Reckoning on gender differences in sex education
Anna* is 23, a healthy, vivacious, intelligent and confident law student.
She has been told by her GP that she is probably infertile.
This is no longer unusual.
Our girls have benefited from some sex education at school, perhaps some at home and much of it from pornography either from direct consumption or vicariously through their sexual partners.
The harsh reality is that when girls have multiple sexual partners, they are more psychologically vulnerable than boys. Girls are educated to understand the risk of pregnancy, however are often not fully informed of the consequences to their health of birth control options and abortion. Girls are educated to believe sexually transmitted infections are treatable but the possible implication of these infections on their future fertility is not explored. Girls need to learn to dissociate sexual compliance from popularity.

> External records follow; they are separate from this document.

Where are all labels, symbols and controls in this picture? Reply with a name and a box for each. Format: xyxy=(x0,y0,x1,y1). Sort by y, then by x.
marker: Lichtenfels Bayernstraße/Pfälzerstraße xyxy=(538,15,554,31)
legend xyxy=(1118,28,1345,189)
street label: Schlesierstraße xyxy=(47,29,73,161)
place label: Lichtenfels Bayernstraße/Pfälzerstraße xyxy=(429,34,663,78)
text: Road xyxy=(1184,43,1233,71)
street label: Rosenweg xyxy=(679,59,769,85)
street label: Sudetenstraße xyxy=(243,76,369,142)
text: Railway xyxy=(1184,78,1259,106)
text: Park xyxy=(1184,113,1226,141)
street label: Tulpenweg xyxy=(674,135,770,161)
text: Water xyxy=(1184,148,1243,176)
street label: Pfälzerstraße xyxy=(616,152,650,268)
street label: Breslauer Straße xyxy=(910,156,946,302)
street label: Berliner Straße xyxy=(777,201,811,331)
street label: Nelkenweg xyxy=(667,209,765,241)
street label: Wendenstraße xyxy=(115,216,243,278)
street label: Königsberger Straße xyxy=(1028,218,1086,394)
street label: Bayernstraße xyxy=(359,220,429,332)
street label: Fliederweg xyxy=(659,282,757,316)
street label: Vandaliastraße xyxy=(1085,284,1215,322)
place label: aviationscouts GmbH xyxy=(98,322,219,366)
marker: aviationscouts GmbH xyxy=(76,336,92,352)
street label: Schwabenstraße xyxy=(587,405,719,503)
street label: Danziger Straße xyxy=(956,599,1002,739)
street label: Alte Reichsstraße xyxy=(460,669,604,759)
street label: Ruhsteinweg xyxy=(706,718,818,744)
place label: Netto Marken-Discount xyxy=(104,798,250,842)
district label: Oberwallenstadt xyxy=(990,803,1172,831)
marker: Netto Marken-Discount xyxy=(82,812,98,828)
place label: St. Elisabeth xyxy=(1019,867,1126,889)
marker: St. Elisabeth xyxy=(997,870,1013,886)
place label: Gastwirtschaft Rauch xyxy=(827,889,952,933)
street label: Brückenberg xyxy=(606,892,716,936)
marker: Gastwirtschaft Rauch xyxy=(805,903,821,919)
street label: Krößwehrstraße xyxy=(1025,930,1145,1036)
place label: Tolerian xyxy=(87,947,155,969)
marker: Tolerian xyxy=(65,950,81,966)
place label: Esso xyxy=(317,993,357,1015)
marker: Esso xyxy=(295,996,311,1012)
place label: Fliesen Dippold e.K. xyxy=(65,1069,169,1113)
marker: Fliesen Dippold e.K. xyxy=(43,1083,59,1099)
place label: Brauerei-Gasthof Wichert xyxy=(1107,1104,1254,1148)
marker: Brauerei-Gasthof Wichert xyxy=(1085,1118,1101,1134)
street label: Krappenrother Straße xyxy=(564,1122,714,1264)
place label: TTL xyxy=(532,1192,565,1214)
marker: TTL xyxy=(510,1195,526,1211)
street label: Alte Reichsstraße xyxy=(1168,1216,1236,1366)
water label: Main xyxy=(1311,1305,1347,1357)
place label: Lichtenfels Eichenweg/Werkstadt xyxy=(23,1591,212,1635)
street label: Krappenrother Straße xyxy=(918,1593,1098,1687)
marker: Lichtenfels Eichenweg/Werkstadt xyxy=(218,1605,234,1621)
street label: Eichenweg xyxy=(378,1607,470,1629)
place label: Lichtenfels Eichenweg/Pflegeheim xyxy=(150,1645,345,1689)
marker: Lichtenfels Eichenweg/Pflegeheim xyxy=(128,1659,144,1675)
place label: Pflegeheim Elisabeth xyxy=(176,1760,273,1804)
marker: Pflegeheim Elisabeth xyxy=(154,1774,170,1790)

Boys equally need to be educated to make informed choices about engaging in sexual activities in order to protect themselves and their partners from infections and unwanted pregnancies. Whatever their sexual orientation, boys need to base their actions on values and ethics that respect their sexual partners. Boys need to protect themselves and their partners from adverse fertility outcomes, while understanding that their sexual choices do impact on their own fertility too.
The future of sex education may be teaching in different components. A first component could incorporate the current research about anatomy (yes that means including the clitoris) and reproductive biology from puberty to menopause – not as pathology but as facts. Another component could be education surrounding hygiene and self-care.